For each record that follows, restate the text exactly and drop the pictures.

[Records shown Boundary: Start]

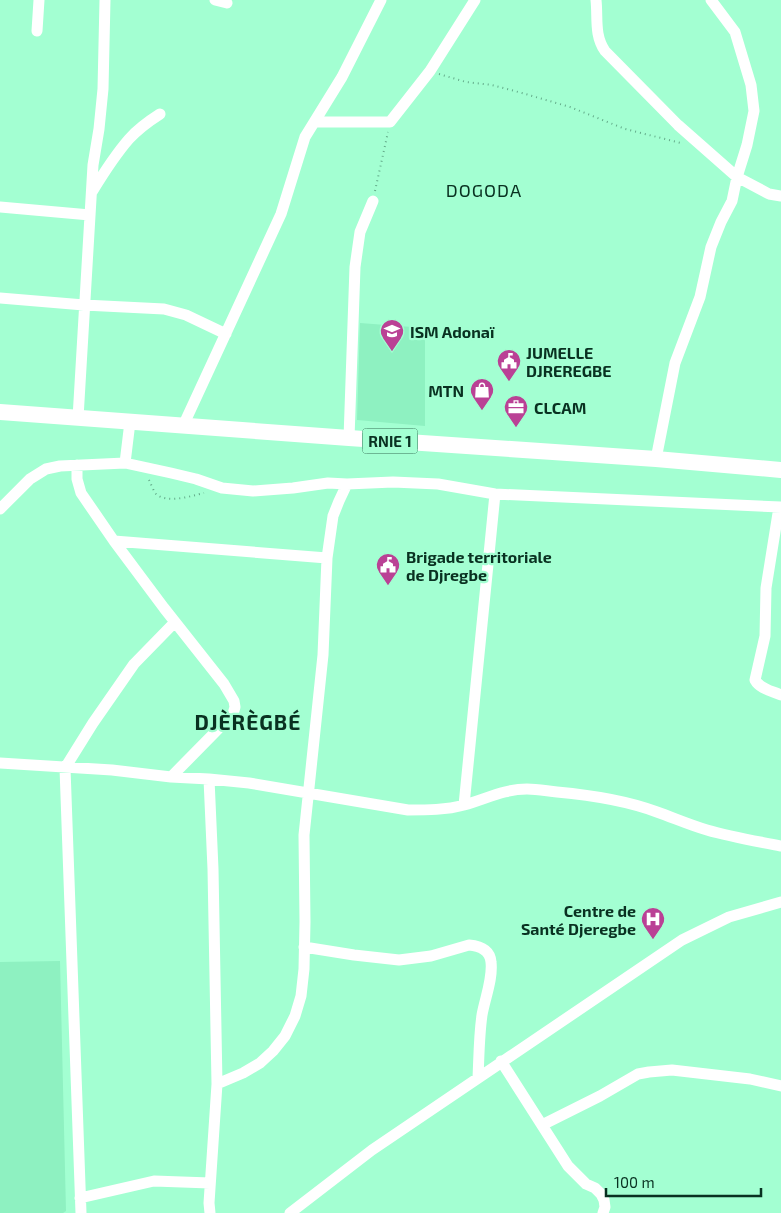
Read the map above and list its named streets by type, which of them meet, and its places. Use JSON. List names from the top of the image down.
{
  "streets": {
    "highway": ["RNIE 1"]
  },
  "districts": ["DOGODA", "DJÈRÈGBÉ"],
  "places": {
    "school or university": ["ISM Adonaï"],
    "public building": ["JUMELLE DJREREGBE", "Brigade territoriale de Djregbe"],
    "shop": ["MTN"],
    "office": ["CLCAM"],
    "hospital": ["Centre de Santé Djeregbe"]
  },
  "scale_bar": "100 m"
}
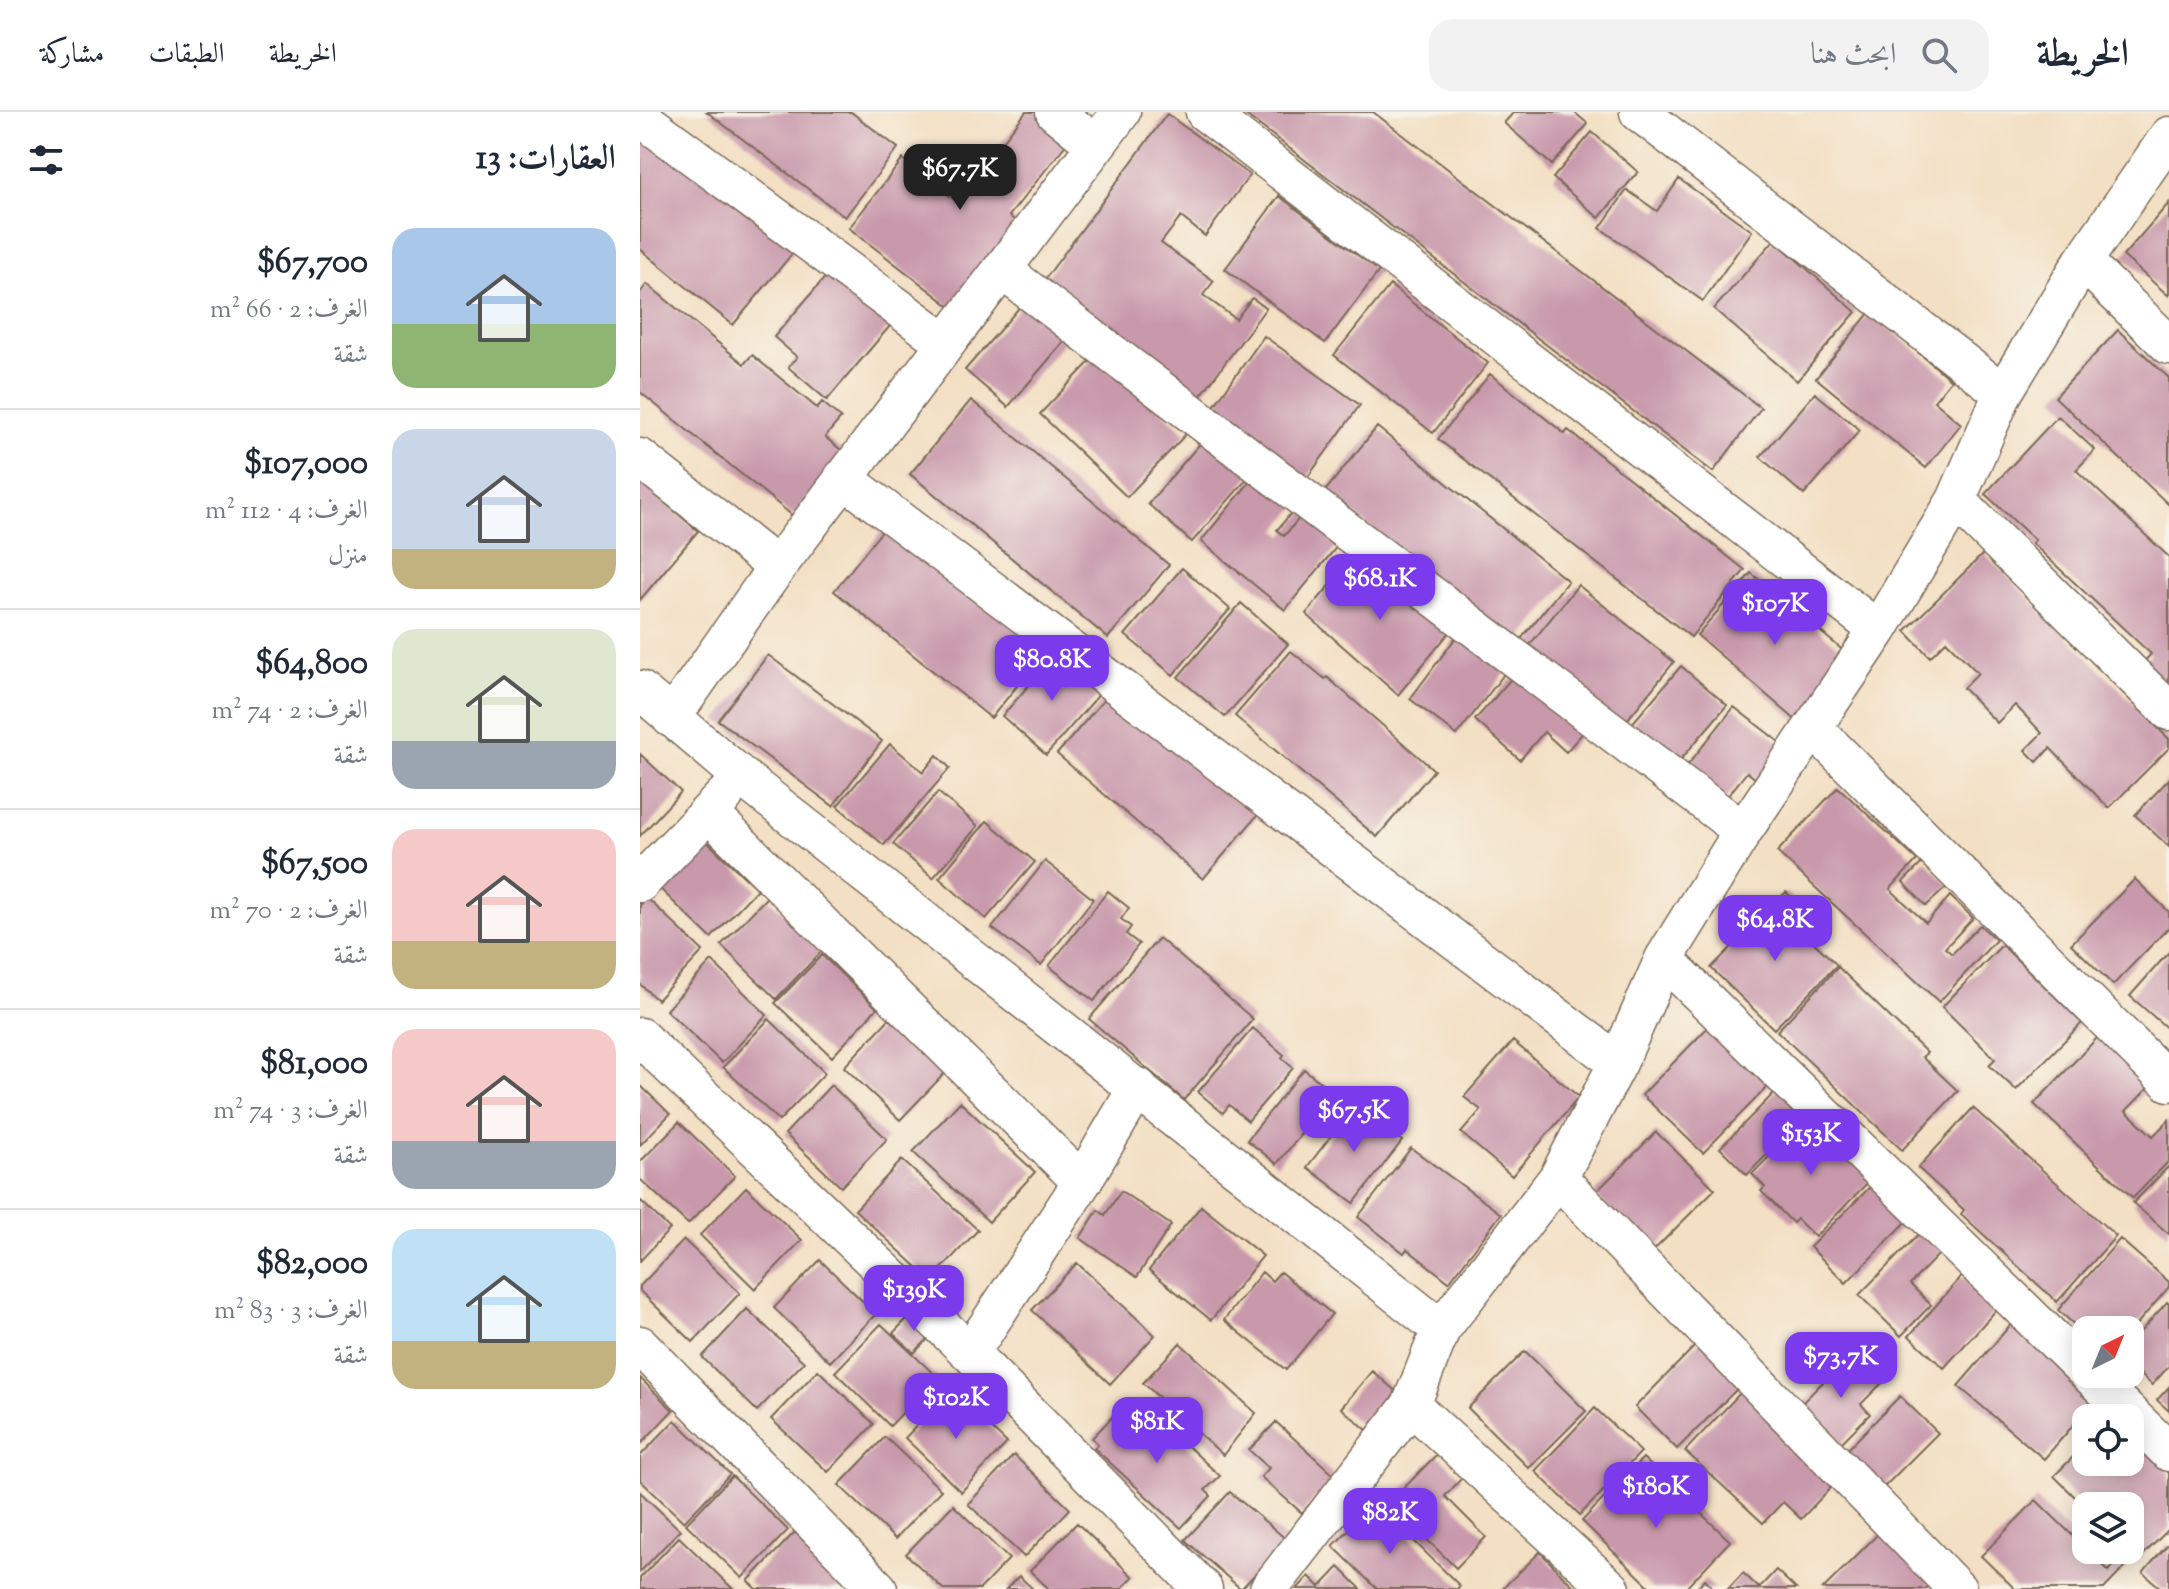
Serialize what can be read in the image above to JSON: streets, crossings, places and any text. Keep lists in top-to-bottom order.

[Records shown Boundary: End]

**Answer section:**
Read the map above and list its named streets by type, which of them meet, and its places. Use JSON. List names from the top of the image down.
{
  "streets": {
    "highway": ["RNIE 1"]
  },
  "districts": ["DOGODA", "DJÈRÈGBÉ"],
  "places": {
    "school or university": ["ISM Adonaï"],
    "public building": ["JUMELLE DJREREGBE", "Brigade territoriale de Djregbe"],
    "shop": ["MTN"],
    "office": ["CLCAM"],
    "hospital": ["Centre de Santé Djeregbe"]
  },
  "scale_bar": "100 m"
}
Serialize what can be read in the image above to JSON: streets, crossings, places and any text. Keep lists in top-to-bottom order.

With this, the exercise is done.